▼▼▼

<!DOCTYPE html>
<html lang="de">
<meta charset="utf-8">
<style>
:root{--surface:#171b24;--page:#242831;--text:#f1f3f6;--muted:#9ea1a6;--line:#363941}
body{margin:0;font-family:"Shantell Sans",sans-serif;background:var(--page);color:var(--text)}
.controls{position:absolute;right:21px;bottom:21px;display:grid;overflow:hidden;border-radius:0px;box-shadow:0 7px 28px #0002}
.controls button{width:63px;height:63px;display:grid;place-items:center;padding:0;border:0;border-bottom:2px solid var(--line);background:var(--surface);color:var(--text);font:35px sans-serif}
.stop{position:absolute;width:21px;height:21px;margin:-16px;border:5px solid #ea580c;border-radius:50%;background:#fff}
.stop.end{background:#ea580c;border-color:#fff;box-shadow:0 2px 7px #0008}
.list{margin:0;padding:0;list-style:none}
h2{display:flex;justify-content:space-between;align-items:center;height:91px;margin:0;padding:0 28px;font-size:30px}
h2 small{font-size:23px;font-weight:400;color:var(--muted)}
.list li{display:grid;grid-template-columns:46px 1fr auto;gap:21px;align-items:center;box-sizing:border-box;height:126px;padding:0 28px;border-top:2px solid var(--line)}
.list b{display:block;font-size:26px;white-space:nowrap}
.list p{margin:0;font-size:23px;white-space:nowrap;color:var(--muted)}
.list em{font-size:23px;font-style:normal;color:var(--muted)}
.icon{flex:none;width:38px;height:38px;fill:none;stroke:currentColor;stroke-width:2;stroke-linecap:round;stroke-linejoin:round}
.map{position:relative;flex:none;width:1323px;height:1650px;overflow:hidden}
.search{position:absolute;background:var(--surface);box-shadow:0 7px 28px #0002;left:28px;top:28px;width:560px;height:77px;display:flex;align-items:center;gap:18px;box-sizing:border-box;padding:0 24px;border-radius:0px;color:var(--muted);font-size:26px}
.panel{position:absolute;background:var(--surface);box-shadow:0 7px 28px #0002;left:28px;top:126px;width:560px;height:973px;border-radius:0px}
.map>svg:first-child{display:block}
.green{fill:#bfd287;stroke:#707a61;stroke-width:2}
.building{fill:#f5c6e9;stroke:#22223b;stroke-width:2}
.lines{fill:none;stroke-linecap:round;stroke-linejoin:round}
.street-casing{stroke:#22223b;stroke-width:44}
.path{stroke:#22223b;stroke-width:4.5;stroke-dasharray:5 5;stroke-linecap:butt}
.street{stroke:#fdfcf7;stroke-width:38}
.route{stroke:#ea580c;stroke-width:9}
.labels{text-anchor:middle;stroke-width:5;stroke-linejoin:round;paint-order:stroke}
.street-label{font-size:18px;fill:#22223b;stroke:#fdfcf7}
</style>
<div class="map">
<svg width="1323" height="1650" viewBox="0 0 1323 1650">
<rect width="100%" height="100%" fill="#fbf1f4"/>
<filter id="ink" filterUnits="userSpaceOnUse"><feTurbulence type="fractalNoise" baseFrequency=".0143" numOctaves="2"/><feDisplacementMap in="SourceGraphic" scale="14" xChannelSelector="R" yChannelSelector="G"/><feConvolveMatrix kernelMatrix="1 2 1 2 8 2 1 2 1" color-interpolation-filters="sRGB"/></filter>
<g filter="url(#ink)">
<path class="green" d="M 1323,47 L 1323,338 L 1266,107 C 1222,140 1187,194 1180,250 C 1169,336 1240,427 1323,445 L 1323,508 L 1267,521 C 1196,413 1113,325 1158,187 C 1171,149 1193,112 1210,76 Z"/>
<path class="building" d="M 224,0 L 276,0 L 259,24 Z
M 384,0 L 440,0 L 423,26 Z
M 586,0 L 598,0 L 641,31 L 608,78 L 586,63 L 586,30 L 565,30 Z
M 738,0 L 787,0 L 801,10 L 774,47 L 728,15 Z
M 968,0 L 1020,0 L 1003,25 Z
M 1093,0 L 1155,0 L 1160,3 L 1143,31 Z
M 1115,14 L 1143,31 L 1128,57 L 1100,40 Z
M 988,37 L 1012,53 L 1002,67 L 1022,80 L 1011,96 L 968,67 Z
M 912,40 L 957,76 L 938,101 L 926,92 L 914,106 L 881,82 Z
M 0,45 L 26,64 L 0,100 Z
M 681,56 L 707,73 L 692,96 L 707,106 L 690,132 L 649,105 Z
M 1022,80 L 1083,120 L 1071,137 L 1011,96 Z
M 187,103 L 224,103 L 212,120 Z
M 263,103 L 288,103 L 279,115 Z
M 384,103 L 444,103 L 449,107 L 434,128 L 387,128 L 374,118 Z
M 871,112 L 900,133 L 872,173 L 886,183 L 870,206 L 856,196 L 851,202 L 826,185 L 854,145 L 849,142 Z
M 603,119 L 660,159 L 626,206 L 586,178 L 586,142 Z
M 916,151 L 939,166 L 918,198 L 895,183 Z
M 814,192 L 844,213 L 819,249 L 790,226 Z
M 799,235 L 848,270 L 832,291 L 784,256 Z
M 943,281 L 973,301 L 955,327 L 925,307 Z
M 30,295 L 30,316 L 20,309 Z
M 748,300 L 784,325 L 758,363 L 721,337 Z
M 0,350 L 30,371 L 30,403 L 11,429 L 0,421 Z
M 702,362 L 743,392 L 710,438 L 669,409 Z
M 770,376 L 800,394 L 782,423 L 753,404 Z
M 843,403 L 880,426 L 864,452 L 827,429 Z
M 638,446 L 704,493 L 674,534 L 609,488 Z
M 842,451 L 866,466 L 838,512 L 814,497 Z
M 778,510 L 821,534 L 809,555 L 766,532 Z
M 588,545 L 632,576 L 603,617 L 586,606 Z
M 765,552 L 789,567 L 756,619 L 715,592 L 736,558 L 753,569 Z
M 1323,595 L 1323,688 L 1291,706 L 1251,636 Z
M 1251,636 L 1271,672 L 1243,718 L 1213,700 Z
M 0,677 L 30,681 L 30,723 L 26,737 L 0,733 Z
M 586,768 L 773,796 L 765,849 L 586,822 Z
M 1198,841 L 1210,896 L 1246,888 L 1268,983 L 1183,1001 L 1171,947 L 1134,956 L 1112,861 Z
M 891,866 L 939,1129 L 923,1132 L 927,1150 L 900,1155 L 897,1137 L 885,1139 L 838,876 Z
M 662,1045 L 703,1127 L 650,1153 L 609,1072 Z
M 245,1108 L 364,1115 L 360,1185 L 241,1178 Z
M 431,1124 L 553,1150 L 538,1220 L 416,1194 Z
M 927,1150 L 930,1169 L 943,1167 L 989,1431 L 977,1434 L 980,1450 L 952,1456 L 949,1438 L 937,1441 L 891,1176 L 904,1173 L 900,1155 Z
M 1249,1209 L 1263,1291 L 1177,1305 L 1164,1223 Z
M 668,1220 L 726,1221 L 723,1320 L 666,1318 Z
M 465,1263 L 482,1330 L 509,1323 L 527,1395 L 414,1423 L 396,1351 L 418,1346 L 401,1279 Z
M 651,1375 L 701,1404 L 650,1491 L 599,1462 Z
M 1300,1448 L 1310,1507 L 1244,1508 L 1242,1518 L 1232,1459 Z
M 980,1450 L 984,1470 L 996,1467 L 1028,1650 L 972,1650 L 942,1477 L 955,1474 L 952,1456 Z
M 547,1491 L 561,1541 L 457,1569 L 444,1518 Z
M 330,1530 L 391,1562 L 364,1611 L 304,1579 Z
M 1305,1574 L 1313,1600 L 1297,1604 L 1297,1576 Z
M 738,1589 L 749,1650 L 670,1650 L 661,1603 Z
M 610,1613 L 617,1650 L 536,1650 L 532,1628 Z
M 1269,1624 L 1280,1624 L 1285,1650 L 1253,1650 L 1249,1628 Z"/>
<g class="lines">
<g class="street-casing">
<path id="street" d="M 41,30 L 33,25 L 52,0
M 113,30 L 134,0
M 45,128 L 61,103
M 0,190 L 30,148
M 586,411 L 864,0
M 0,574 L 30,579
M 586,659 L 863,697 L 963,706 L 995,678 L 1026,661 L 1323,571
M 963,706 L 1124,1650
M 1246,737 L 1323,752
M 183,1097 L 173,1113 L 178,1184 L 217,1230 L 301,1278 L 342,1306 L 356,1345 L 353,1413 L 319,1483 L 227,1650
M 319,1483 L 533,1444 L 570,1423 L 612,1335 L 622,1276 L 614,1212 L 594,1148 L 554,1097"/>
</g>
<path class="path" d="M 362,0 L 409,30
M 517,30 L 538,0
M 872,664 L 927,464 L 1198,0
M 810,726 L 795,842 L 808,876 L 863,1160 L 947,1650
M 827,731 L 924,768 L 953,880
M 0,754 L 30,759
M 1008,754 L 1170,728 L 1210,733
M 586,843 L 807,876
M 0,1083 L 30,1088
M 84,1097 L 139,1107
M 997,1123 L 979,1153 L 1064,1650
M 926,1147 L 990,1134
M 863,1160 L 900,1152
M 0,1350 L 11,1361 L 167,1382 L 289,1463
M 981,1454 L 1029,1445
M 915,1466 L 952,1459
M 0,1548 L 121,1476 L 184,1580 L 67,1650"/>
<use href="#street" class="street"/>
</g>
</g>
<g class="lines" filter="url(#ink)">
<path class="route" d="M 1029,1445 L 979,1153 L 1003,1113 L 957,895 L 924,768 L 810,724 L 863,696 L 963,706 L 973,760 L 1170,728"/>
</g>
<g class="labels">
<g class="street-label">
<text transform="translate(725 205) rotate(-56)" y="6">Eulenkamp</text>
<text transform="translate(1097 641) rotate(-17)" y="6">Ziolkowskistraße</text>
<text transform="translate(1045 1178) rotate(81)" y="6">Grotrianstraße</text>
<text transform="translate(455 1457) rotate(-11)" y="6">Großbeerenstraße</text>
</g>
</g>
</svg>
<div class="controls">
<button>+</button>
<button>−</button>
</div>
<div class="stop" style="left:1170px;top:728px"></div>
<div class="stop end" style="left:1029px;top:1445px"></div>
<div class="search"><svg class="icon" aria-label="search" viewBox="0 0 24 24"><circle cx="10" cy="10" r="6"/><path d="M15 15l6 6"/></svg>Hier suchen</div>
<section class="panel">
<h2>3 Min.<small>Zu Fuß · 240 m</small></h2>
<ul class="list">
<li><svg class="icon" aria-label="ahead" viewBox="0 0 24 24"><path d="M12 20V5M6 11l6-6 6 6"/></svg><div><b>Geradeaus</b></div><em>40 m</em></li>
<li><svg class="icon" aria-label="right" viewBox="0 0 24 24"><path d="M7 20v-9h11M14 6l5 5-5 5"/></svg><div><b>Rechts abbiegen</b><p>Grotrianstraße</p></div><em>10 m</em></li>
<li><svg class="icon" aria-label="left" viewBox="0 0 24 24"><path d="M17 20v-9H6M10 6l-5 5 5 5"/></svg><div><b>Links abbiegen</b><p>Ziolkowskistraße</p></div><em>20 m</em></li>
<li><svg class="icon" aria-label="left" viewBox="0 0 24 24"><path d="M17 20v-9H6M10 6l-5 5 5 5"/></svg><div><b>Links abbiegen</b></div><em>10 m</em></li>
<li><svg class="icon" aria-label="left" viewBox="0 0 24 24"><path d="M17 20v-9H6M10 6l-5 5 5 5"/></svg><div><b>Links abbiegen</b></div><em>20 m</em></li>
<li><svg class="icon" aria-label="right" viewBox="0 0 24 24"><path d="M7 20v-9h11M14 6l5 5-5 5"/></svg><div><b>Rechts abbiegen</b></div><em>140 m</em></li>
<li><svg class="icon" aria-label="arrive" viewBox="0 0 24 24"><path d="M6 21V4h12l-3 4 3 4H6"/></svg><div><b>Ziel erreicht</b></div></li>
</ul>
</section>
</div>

▲▲▲

What you will do — Across the listing, how many lines hold "linecap"? The answer must be the number only.

Answer section — 3